Free Agnostic

   I’m avoiding my story.  I’m near the last phase of completion in the story development area.  If I went to school for writing I might be using words that would have more meaning in this phase but I didn’t go to school so I’m just winging it here, throwing out buzzwords and hoping they make sense. It’s really hard to write a story.  I kind of don’t like it so I’m not sure why I do it.  I guess that’s why when Kasper asks me what I did all day I always say:

Pretended to write

giphy    I’ve actually been avoiding the computer when I’m home alone.  When I get on I’m quick to become distracted.  I was going to blog yesterday; blogging is different from writing my story.  I can say whatever I want here and not make sense and still be comfortable with that.  I can just let it flow out here but with a story you have to put more thought into what is coming out, how, why and even when and where! All of the W’s are there…. I was going to watch some tutorials for WordPress yesterday, learn a bit about the site to improve my boring old blog here but, silly me, I left my Facebook open in a separate window.  Next thing I know, I’m getting in a mild argument about religion and faith and why I should read the Bible.  Why is it so difficult for some to comprehend that some people just don’t feel….religious-y????

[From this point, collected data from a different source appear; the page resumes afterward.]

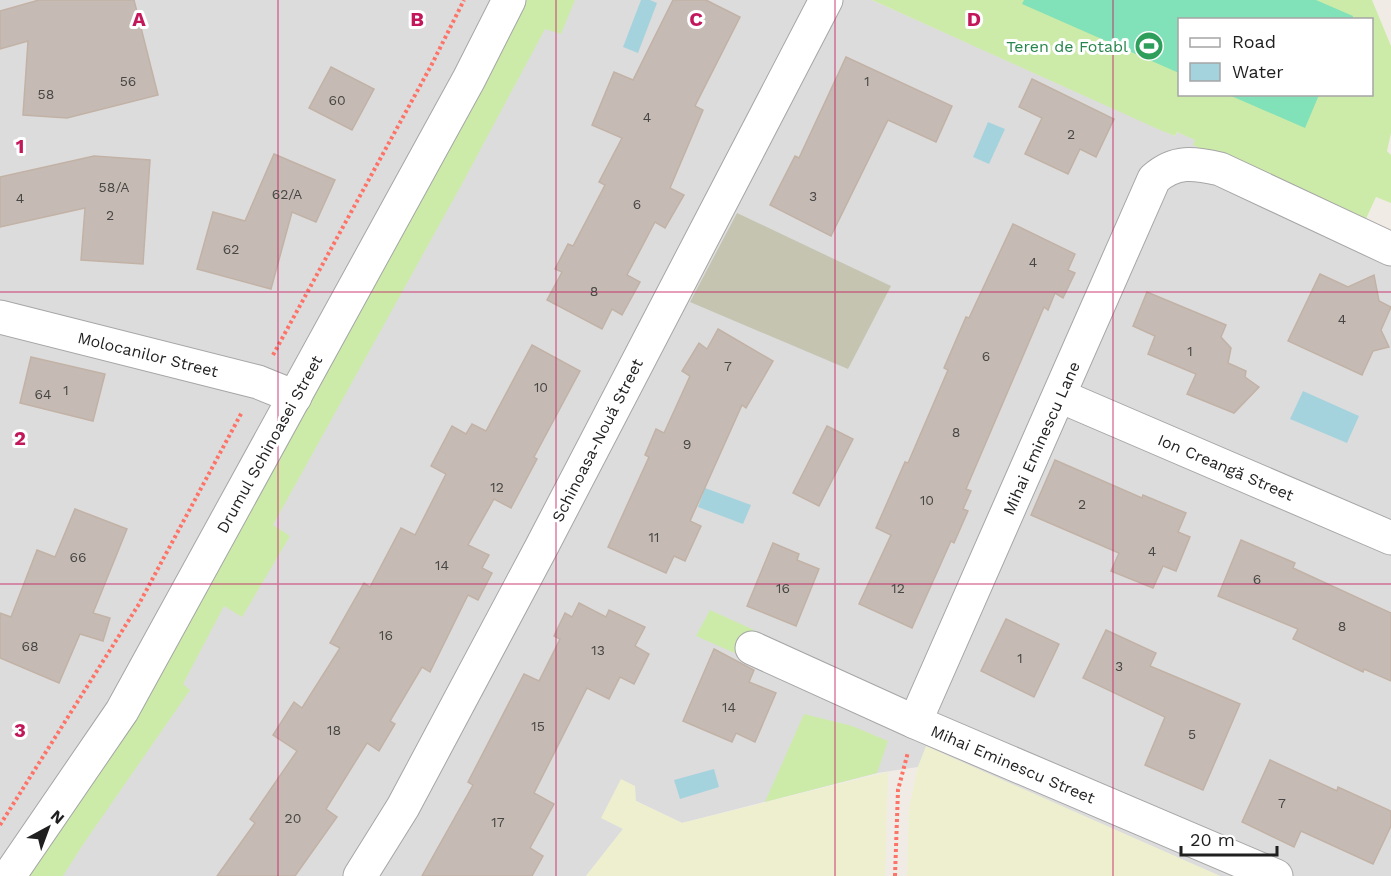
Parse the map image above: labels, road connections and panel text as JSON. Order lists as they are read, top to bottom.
{
  "streets": {
    "street": [
      "Molocanilor Street",
      "Mihai Eminescu Lane",
      "Schinoasa-Nouă Street",
      "Drumul Schinoasei Street",
      "Ion Creangă Street",
      "Mihai Eminescu Street"
    ]
  },
  "crossings": [
    ["Molocanilor Street", "Drumul Schinoasei Street"],
    ["Mihai Eminescu Lane", "Ion Creangă Street"],
    ["Mihai Eminescu Lane", "Mihai Eminescu Street"]
  ],
  "places": {
    "sports": ["Teren de Fotabl"]
  },
  "house_numbers": [
    "56",
    "1",
    "58",
    "60",
    "4",
    "2",
    "58/A",
    "62/A",
    "3",
    "4",
    "6",
    "2",
    "62",
    "4",
    "8",
    "4",
    "1",
    "6",
    "7",
    "10",
    "1",
    "64",
    "8",
    "9",
    "12",
    "10",
    "2",
    "11",
    "4",
    "66",
    "14",
    "6",
    "16",
    "12",
    "8",
    "16",
    "68",
    "13",
    "1",
    "3",
    "14",
    "15",
    "18",
    "5",
    "7",
    "20",
    "17"
  ],
  "legend": ["Road", "Water"],
  "scale_bar": "20 m",
  "north": "top right",
  "grid": {
    "columns": [
      "A",
      "B",
      "C",
      "D"
    ],
    "rows": ["1", "2", "3"]
  }
}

   I think religion and faith are so complex for every person that it’s pointless to argue any one view.  If you’re not hurting someone, shoving your beliefs through the bubble of another and into their world, then who cares what you believe? So, I learned not to say that to Gordon.  He doesn’t understand agnosticism.  I’ve learned a lot of people either don’t know it exists or don’t know a thing about it.  He kept telling me to read the Bible and learn about what I oppose.  I told him I don’t oppose the beliefs and faith of others but I oppose religion, or the concept of religion and so I won’t read the Bible.  It’s a personal choice, others can do whatever they please but when you start closing down clinics in my city, the only ones affordable without insurance, because your religion tells you to have a problem with its practices, I’m going to start doubting your idea of what is proper “Christian behavior.”  I also don’t understand refusing facts of known history and science because of what you feel yet when I say I don’t feel the same as you, you tell me to pick up a bible and inform myself?  Pick up a science or history book and inform yourselfplease, because you’re driving the rest of us batty!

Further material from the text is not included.